Pour traquer ces navires, les FAA déploient les moyens de la Marine nationale. Leur arsenal comprend notamment le patrouilleur Antilles-Guyane (PAG) La Combattante, des hélicoptères Panther embarqués et la capacité d'engagement d'équipes spécialisées d'intervention maritime (ESIM). L'œil dans le ciel est assuré par un avion de patrouille maritime Falcon 50, essentiel pour la détection à longue distance. Ces moyens sont adaptés pour intercepter aussi bien les " Go Fast " furtifs que les gros porteurs.
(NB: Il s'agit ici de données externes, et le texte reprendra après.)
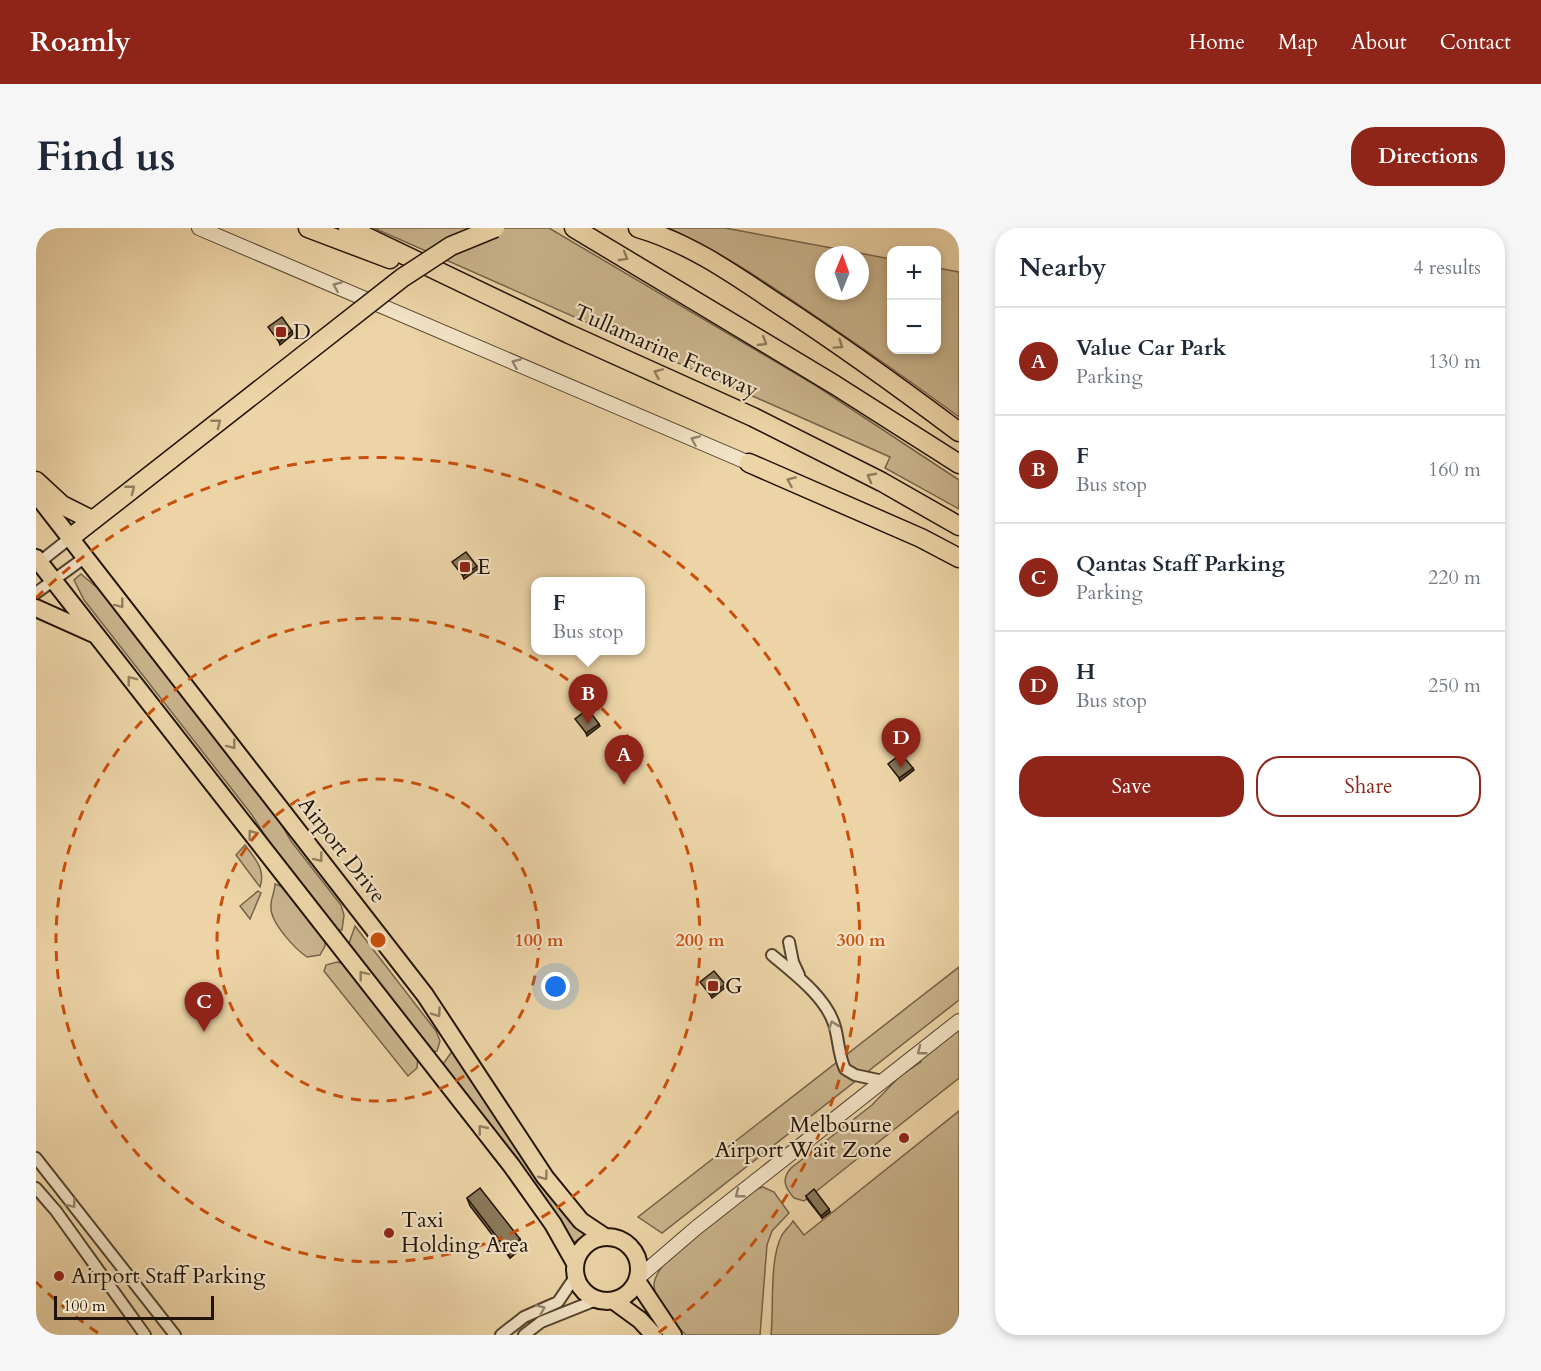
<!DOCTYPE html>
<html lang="en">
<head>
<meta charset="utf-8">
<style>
  :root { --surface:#fff; --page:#f6f6f7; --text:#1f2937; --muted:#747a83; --line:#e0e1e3; --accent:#8f2418 }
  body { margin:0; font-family:Cardo,serif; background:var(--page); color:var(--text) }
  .controls { position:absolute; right:18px; top:18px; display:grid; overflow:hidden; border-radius:12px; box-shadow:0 3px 9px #0003 }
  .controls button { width:54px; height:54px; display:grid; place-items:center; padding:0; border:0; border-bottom:2px solid var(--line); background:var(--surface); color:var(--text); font:30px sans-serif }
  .compass { position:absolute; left:779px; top:18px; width:54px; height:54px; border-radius:50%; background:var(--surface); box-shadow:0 3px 9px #0003; rotate:1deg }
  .scale { position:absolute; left:18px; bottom:15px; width:160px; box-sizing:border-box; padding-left:6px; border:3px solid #211407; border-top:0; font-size:16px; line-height:21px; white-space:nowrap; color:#211407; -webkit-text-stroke:4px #f3e3c6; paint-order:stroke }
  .you { position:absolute; left:520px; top:759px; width:21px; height:21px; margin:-15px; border:4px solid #fff; border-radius:50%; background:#1a73e8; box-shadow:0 0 0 9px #1a73e833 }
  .badge { display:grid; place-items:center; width:39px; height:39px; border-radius:50%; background:var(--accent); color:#fff; font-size:20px; font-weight:700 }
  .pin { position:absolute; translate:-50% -50px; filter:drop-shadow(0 2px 3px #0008) }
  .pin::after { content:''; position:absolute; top:32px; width:21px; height:18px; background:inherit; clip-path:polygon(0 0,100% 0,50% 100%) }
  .popup { position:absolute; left:495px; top:349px; width:114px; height:78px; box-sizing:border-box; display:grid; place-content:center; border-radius:12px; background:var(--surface); filter:drop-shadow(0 2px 4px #0005); font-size:20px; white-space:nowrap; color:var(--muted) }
  .popup b { font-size:22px; color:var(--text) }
  .popup::after { content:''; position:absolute; left:50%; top:100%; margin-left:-12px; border:12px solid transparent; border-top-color:var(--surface) }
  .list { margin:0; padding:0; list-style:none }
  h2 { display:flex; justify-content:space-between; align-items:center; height:78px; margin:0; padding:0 24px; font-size:26px }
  h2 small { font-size:20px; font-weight:400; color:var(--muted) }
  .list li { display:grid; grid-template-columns:39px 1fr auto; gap:18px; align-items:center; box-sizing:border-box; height:108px; padding:0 24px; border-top:2px solid var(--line) }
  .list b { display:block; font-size:22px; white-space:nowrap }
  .list p { margin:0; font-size:20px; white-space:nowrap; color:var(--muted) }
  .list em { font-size:20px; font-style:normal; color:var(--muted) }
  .actions { display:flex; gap:12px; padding:18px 24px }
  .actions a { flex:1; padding:14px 0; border:2px solid var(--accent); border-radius:24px; text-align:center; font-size:21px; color:var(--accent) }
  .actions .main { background:var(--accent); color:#fff }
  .map { position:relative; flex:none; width:923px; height:1107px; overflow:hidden; border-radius:24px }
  header { display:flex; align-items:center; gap:36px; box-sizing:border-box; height:84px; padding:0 30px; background:var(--accent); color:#fff }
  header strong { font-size:28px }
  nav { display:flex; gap:33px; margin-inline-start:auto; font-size:21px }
  .intro { display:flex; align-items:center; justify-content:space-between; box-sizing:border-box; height:144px; padding:0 36px }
  h1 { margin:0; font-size:42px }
  .button { padding:15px 27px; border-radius:24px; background:var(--accent); color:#fff; font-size:21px; font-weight:700 }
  main { display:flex; gap:36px; padding:0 36px }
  aside { flex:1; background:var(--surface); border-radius:24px; box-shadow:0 3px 9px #0003 }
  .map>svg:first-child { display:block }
  .green { fill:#c9b38c; stroke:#75644a; stroke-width:1.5; fill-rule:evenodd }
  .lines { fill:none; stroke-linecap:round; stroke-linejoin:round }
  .minor-casing { stroke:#54442f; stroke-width:14 }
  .tertiary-casing { stroke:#54442f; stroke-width:16 }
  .primary-casing { stroke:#211407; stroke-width:20 }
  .motorway-casing { stroke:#211407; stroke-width:21 }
  .minor { stroke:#f3e3c6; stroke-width:10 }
  .tertiary { stroke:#f3e3c6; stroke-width:14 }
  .primary { stroke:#ecd4a7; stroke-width:16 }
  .motorway { stroke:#ecd4a7; stroke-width:18 }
  .motorway-bridge-casing { stroke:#211407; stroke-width:21; stroke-linecap:butt }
  .motorway-bridge { stroke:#ecd4a7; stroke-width:18 }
  .wall { fill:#78674d; stroke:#211407; stroke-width:1.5 }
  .shaded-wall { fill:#61543f; stroke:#211407; stroke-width:1.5 }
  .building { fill:#8b785a; stroke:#211407; stroke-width:1.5 }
  .oneway { stroke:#917e5f }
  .oneway2 { stroke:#948670 }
  .ring { fill:none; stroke:#ca4f0b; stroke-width:3; stroke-dasharray:10 8 }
  .poi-dot { fill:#8f2418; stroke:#f3e3c6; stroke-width:2 }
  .labels { text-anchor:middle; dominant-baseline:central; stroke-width:4.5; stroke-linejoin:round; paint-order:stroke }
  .poi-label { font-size:22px; fill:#211407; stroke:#f3e3c6; text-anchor:start }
  .street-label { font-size:22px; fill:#211407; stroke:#f3e3c6 }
  .centre { fill:#ca4f0b; stroke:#f3e3c6; stroke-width:3 }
  .ring-label { font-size:18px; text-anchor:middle; font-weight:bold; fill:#ca4f0b; stroke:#f3e3c6; stroke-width:4.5; stroke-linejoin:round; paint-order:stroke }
</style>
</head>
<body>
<header>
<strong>Roamly</strong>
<nav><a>Home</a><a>Map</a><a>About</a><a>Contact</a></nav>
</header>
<div class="intro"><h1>Find us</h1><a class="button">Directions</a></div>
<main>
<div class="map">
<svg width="923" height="1107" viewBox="0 0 923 1107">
  <rect width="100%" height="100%" fill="#ecd4a7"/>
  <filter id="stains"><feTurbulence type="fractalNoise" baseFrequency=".00333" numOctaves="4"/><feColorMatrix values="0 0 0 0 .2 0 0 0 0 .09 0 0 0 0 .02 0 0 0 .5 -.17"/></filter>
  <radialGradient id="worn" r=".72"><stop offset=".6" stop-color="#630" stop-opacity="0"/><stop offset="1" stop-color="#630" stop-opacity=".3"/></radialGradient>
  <!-- green -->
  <path class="green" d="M338 0H513L779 157 923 252V281L849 240 854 229Z
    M632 0H689L855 31V122H900L901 40 923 44V189C873 152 821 116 769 81 725 51 681 22 632 0ZM788 27H824V63H788Z
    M45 346 66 364 240 587 255 613 305 677 308 687 306 702H299L247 636 216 587 48 372 38 352Z
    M209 617C219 631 230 641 224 659L200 627Z
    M239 656 250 660 289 711V718L284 727 271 729C259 721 235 695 235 680 234 671 239 664 239 656Z
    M222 663 225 665 214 691 204 678Z
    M319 698 400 803 404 813 401 823 394 824 312 718Z
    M301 734 309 736 382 829 381 840 372 848 288 743 290 737Z
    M923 739V772L626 1005 602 989Z
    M923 800V850L768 973 758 970C749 960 745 951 755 940L836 877 865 847 885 834 884 831Z
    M417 822 549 1005 550 1007 537 1015 408 841 407 836Z
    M923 883V1107H735C738 1079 733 1031 746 1007 749 1002 755 997 757 993L768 1007Z
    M727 959 738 964 753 985 736 1003 731 1017 724 1107H650C638 1096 618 1074 618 1057 619 1028 697 979 720 961Z"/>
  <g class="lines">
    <defs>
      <path id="minor" d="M0 337 34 310
        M0 365 48 330
        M753 714 757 734 763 747
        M736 727C757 745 789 768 798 796 803 811 802 826 809 841L819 847 847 853
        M0 930 139 1107
        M0 960 20 983 109 1107
        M465 1107 488 1089 522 1074 539 1049
        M488 1107 505 1094 560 1072"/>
      <path id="tertiary" d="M163 0 713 235
        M603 1049 660 1000 923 793"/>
      <path id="primary" d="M0 266 389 767 509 949 545 993 569 1009
        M0 330 475 937 517 996 539 1035
        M0 380 60 407
        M539 1041a32 32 0 1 1 64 0a32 32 0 1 1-64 0Z
        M601 1053 637 1107
        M578 1073 604 1092 618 1107"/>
      <path id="motorway" d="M272 0 354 31
        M312 0 533 106 717 189 846 254 923 298
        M538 0 799 157 923 236
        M602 0C653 15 696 45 739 74 802 115 863 159 923 204
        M713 235 885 310 923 330
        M0 253 26 277 56 292
        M34 310 135 231"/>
    </defs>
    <!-- minor casing -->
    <use href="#minor" class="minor-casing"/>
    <!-- tertiary casing -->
    <use href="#tertiary" class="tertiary-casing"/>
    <!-- primary casing -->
    <use href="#primary" class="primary-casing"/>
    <!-- motorway casing -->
    <use href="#motorway" class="motorway-casing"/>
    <!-- minor -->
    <use href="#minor" class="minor"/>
    <!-- tertiary -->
    <use href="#tertiary" class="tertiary"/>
    <!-- primary -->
    <use href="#primary" class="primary"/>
    <!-- motorway -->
    <use href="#motorway" class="motorway"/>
    <defs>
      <path id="motorway-bridge" d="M135 231 366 50 415 18 459 0"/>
    </defs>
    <!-- motorway-bridge casing -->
    <use href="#motorway-bridge" class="motorway-bridge-casing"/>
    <!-- motorway-bridge -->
    <use href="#motorway-bridge" class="motorway-bridge"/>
  </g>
  <!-- wall -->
  <path class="wall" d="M770 968 794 984 786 990 771 971Z
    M431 970 487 1019 474 1030 434 978Z"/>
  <!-- shaded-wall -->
  <path class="shaded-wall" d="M256 103 257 106 244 117 243 114Z
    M441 338 442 341 428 351 427 348Z
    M563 496 564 498 551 508 550 505Z
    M877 540 878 542 864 553 863 550Z
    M689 756 690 759 676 770 675 768Z
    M793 981 794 984 786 990 785 988Z
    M484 1011 487 1019 474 1030 471 1022Z"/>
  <!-- building -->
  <path class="building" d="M246 89 256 103 243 114 232 99Z
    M430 324 441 338 427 348 416 334Z
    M552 481 563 496 550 505 539 491Z
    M865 526 877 540 863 550 852 536Z
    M678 743 689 756 675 768 664 754Z
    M444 960 484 1011 471 1022 431 970Z
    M778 961 793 981 785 988 770 968Z"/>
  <!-- one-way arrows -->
  <defs><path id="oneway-chevron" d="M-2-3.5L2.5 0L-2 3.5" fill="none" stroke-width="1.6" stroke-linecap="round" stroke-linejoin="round" transform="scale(1.5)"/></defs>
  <g class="oneway">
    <use href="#oneway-chevron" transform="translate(588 29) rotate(30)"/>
    <use href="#oneway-chevron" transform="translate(727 114) rotate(31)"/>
    <use href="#oneway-chevron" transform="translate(803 117) rotate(35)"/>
    <use href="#oneway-chevron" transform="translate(622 145) rotate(-156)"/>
    <use href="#oneway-chevron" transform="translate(181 195) rotate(-38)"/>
    <use href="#oneway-chevron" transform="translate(835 249) rotate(-152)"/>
    <use href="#oneway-chevron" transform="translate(755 253) rotate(-156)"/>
    <use href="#oneway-chevron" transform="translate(95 261) rotate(-38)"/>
    <use href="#oneway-chevron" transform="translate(84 376) rotate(52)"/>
    <use href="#oneway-chevron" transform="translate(95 452) rotate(-128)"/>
    <use href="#oneway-chevron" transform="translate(196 517) rotate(52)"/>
    <use href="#oneway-chevron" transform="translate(216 606) rotate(-127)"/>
    <use href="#oneway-chevron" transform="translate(283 630) rotate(52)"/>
    <use href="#oneway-chevron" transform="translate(327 747) rotate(-128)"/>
    <use href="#oneway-chevron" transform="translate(401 785) rotate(55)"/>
    <use href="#oneway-chevron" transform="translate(446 901) rotate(-129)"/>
    <use href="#oneway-chevron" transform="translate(508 948) rotate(54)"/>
  </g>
  <g class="oneway2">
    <use href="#oneway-chevron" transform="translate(301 58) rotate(-157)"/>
    <use href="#oneway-chevron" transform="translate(480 135) rotate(-157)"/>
    <use href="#oneway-chevron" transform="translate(659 212) rotate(-157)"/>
    <use href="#oneway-chevron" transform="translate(797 797) rotate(-109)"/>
    <use href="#oneway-chevron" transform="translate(885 823) rotate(142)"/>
    <use href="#oneway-chevron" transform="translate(703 966) rotate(142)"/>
    <use href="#oneway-chevron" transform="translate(36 976) rotate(52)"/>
    <use href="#oneway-chevron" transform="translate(505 1081) rotate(-23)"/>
  </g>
  <!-- distance rings -->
  <g class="ring">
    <circle cx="342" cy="712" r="161"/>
    <circle cx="342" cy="712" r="322"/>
    <path d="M62 1105A483 483 0 0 1 0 1054M0 370A483 483 0 1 1 622 1105"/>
  </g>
  <!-- markers -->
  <g class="poi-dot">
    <rect x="239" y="98" width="12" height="12" rx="3"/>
    <rect x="423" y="333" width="12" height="12" rx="3"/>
    <rect x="671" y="752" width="12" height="12" rx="3"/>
    <circle cx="868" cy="910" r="6"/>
    <circle cx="353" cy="1005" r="6"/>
    <circle cx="23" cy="1048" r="6"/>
  </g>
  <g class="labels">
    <!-- poi labels -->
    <g class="poi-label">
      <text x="257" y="104">D</text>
      <text x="441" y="339">E</text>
      <text x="689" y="758">G</text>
      <text x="856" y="897" text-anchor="end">Melbourne<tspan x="856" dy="25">Airport Wait Zone</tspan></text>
      <text x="365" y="992">Taxi<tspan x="365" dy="25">Holding Area</tspan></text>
      <text x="35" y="1048">Airport Staff Parking</text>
    </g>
    <!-- street labels -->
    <g class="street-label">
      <text transform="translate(630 123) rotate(24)">Tullamarine Freeway</text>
      <text transform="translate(306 622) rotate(52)">Airport Drive</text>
    </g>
  </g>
  <circle cx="342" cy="712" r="9" class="centre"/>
  <g class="ring-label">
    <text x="503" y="718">100 m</text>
    <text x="664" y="718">200 m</text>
    <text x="825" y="718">300 m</text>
  </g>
  <rect width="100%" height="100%" filter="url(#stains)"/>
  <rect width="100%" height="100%" fill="url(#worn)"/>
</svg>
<div class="controls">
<button>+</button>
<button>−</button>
</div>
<svg class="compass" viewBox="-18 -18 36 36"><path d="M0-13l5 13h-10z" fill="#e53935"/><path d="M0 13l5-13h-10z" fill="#747a83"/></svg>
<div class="scale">100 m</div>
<div class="you"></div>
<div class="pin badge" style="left:588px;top:557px">A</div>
<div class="pin badge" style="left:552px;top:496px">B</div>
<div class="popup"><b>F</b>Bus stop</div>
<div class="pin badge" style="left:168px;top:804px">C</div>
<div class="pin badge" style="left:865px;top:540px">D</div>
</div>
<aside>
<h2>Nearby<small>4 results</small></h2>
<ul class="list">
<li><span class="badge">A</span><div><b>Value Car Park</b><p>Parking</p></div><em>130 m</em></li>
<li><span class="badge">B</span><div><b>F</b><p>Bus stop</p></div><em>160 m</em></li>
<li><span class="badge">C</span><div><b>Qantas Staff Parking</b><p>Parking</p></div><em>220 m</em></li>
<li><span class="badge">D</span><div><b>H</b><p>Bus stop</p></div><em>250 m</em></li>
</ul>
<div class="actions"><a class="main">Save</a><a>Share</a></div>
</aside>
</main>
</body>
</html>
La clé du succès : une coordination à 360 degrés

L'efficacité des FAA ne repose pas seulement sur la force militaire. Elle s'inscrit dans un cadre rigoureux d'action de l'État en mer (AEM), sous l'autorité conjointe du préfet de Martinique, M. Etienne Desplanques et du commandant supérieur des FAA, le contre-amiral Jean-Baptiste Soubrier. C'est cette chaîne de commandement qui valide et engage les interventions. En amont, le renseignement est primordial. Les FAA s'appuient sur les informations de la Direction nationale du renseignement et des enquêtes douanières (DNRED) et de l'Office antistupéfiants (OFAST). En aval, la coopération avec la Juridiction interrégionale spécialisée (JIRS) de Fort-de-France permet de " judiciariser " les saisies et d'apporter une réponse pénale durable.

Une alliance internationale incontournable

Dans un espace aussi vaste et international, l'action isolée est vouée à l'échec. Les FAA travaillent donc en étroite symbiose avec des partenaires étrangers. Le pilier de cette coopération est la Joint Interagency Task Force-South (JIATF-S) américaine, basée à Key West, qui coordonne le renseignement dans toute la zone. Elles collaborent également avec le centre européen MAOC de Lisbonne. Cette toile partenariale s'étend aux États riverains via le Regional Security System (RSS), qui mutualise les moyens de sept États insulaires des Caraïbes et via des relations bilatérales fortes avec des pays comme la Colombie, la République dominicaine, le Royaume-Uni ou les Pays-Bas.

Le bilan 2025 des FAA démontre que la lutte contre le narcotrafic dans les Antilles est un combat de haute intensité, permanent et évolutif. La performance record enregistrée est le fruit d'une stratégie globale associant moyens militaires de pointe, coordination interministérielle exemplaire et coopération internationale approfondie. Un modèle intégré qui s'avère plus que jamais nécessaire pour contrer des réseaux criminels transnationaux et hyper-adaptatifs.